_STUDY MATERIAL_
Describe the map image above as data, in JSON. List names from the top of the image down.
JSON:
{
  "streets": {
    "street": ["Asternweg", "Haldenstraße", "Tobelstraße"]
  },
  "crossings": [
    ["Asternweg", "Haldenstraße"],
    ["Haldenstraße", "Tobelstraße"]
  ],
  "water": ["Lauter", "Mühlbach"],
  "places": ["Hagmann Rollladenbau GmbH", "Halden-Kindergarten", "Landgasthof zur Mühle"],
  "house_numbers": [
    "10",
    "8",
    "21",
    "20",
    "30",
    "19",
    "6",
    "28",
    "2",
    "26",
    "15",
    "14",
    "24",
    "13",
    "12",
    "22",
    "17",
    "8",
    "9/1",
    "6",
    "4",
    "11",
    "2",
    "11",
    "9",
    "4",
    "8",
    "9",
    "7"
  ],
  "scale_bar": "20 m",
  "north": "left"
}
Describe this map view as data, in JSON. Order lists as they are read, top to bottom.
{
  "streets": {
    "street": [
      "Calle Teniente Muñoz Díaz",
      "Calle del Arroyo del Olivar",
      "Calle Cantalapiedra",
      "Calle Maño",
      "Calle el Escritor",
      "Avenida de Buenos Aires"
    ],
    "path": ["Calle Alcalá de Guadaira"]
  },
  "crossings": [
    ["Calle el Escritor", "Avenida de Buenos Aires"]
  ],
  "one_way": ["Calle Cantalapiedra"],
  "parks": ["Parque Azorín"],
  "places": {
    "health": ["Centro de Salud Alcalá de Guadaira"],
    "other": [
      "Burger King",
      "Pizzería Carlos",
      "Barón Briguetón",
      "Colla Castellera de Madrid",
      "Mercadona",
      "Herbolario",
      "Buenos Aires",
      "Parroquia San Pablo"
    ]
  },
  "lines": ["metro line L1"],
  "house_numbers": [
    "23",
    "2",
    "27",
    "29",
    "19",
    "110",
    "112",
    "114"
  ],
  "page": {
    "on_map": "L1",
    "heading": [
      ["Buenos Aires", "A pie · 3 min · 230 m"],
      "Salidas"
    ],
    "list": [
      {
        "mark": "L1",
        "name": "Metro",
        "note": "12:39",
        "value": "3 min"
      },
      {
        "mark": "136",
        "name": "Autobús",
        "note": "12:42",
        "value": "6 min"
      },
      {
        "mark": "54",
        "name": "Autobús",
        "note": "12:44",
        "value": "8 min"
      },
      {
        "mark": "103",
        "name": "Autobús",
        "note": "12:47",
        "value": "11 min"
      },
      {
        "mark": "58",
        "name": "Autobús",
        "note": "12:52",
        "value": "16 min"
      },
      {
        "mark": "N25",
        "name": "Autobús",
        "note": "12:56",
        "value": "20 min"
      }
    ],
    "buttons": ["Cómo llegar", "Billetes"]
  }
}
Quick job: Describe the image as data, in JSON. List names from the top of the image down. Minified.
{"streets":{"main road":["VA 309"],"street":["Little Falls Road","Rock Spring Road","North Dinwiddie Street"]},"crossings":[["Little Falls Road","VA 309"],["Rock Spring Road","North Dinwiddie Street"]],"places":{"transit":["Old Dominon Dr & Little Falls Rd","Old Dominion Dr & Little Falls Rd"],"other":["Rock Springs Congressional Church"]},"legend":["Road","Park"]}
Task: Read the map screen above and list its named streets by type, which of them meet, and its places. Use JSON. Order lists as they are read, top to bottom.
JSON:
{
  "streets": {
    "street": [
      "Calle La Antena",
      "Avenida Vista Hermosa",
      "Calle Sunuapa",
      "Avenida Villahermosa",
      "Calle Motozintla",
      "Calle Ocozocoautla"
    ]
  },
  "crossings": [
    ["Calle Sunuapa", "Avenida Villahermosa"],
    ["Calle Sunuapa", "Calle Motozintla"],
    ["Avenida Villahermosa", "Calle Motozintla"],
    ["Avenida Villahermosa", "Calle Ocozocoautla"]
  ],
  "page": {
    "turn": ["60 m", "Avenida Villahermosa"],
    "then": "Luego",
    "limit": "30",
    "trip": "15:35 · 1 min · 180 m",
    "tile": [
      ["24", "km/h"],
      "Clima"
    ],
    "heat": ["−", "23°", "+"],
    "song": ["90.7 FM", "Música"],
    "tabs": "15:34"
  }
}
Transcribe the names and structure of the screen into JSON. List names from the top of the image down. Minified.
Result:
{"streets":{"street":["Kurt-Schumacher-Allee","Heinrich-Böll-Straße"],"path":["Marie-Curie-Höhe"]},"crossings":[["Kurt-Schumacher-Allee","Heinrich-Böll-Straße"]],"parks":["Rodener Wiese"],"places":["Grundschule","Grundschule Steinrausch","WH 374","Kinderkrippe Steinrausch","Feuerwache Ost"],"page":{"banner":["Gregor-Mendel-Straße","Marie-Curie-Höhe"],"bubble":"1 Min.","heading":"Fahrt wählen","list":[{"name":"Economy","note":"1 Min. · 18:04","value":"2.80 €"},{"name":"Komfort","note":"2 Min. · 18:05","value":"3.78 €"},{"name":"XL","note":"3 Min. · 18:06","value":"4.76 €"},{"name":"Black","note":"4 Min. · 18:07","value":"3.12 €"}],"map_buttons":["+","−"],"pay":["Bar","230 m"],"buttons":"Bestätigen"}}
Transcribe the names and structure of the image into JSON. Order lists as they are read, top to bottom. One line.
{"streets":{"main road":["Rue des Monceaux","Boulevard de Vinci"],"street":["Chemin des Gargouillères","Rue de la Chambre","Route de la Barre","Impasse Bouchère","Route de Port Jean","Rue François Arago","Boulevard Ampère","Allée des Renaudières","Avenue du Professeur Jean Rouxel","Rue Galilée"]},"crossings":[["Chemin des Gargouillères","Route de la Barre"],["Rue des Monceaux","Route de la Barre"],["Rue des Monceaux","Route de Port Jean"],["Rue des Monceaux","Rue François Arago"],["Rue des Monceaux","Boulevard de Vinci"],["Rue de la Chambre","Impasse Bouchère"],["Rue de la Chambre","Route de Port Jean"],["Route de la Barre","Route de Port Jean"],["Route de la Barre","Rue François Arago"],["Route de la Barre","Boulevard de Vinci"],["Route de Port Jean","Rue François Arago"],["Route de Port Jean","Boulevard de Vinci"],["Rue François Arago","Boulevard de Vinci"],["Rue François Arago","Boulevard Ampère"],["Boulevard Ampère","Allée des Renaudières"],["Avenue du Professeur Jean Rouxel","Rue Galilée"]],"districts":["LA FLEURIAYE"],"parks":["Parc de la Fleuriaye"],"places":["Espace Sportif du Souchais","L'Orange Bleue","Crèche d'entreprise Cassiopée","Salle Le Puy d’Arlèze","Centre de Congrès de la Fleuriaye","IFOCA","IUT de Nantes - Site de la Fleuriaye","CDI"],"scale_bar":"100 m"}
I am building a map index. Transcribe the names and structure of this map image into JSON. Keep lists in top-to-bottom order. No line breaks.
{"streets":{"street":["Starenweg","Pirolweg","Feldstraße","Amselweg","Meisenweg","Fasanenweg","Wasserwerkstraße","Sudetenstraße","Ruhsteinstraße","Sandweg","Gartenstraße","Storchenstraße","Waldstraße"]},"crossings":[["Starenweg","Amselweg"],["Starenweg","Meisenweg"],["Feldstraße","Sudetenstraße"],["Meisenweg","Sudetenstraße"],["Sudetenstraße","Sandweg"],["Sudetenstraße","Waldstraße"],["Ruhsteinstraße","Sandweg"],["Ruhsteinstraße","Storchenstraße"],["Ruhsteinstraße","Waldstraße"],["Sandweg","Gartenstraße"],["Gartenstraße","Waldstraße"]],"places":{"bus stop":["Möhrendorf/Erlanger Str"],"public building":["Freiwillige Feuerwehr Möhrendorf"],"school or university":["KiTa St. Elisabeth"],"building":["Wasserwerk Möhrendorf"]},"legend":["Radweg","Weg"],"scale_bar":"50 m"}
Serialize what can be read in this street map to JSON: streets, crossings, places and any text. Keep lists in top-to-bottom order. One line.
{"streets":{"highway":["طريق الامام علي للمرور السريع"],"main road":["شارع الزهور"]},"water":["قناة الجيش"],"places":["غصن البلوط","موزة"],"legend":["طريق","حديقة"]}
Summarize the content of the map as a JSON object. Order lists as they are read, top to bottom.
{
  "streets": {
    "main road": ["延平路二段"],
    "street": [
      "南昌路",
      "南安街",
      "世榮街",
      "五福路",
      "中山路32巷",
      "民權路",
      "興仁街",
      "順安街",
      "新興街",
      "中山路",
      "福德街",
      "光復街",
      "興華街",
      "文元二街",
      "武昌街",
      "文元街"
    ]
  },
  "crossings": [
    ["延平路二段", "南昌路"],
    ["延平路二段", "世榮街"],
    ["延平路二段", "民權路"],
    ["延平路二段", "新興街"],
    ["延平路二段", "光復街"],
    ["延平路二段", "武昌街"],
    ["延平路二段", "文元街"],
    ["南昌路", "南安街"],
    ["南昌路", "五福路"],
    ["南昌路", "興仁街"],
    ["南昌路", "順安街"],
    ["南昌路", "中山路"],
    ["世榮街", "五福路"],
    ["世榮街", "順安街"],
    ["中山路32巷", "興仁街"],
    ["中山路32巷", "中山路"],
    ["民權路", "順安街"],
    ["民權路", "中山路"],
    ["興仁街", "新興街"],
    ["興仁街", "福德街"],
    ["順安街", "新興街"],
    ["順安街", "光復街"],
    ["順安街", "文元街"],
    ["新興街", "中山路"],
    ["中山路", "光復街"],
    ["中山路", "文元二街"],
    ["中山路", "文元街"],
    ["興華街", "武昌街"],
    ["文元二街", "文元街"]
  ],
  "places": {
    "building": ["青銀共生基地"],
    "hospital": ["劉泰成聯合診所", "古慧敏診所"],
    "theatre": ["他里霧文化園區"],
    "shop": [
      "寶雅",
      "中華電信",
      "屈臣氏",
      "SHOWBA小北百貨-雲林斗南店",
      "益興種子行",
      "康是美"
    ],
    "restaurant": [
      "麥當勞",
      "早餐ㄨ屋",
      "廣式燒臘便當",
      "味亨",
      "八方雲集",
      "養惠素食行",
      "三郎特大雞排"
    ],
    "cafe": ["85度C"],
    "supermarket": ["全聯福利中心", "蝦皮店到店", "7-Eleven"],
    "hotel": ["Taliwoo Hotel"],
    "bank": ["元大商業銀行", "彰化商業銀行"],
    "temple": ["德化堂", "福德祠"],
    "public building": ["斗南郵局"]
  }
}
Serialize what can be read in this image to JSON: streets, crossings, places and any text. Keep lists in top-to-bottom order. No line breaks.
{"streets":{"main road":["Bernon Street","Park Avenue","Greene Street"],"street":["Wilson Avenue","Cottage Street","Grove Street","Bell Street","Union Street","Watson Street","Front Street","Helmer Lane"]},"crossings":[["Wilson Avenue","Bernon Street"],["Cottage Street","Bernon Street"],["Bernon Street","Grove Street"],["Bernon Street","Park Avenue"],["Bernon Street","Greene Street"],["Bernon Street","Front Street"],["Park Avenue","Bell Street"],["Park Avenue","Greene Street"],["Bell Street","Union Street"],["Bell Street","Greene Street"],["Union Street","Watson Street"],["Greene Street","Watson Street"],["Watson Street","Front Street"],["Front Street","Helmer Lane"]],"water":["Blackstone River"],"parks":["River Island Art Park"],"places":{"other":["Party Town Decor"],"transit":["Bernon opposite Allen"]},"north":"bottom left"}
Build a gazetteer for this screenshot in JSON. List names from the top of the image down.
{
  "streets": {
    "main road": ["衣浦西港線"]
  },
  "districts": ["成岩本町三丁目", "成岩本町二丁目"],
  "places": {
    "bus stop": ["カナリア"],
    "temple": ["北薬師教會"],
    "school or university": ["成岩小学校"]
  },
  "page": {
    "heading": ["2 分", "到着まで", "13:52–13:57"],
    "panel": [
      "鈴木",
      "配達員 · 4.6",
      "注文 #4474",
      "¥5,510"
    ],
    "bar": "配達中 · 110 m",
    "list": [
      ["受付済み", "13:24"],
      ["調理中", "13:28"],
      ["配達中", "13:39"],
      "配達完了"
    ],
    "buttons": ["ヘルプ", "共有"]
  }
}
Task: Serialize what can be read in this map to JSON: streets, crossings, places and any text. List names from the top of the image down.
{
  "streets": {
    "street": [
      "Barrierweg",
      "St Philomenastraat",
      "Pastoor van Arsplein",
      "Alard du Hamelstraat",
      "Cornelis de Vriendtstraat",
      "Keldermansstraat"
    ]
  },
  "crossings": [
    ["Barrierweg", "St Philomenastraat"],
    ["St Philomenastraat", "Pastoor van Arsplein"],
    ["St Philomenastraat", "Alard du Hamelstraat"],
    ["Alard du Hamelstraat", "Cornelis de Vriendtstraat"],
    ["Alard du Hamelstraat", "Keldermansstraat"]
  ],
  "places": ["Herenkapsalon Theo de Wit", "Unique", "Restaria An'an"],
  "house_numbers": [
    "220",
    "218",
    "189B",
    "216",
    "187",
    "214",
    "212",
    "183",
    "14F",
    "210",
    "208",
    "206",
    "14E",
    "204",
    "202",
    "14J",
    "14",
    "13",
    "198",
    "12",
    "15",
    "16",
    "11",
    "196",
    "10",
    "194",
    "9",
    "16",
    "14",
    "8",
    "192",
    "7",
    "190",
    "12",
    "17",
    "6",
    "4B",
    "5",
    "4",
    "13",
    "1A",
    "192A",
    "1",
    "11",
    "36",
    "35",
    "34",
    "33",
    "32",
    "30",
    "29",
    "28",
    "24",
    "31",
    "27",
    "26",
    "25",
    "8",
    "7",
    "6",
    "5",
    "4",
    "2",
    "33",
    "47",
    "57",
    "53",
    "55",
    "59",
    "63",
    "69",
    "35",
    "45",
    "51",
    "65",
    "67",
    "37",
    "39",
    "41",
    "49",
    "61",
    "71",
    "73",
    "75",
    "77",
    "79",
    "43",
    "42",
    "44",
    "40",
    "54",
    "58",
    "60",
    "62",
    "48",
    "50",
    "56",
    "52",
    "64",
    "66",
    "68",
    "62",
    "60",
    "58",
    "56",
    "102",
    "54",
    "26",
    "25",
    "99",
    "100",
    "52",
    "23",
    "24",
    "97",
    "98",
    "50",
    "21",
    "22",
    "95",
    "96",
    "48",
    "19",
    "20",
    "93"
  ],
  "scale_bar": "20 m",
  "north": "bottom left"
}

_AIM OF THE EXERCISE_
Go through the data, and copy each line in which the word "Guadaira" appears.

_ANSWER TO THE PROBLEM_
    "path": ["Calle Alcalá de Guadaira"]
    "health": ["Centro de Salud Alcalá de Guadaira"],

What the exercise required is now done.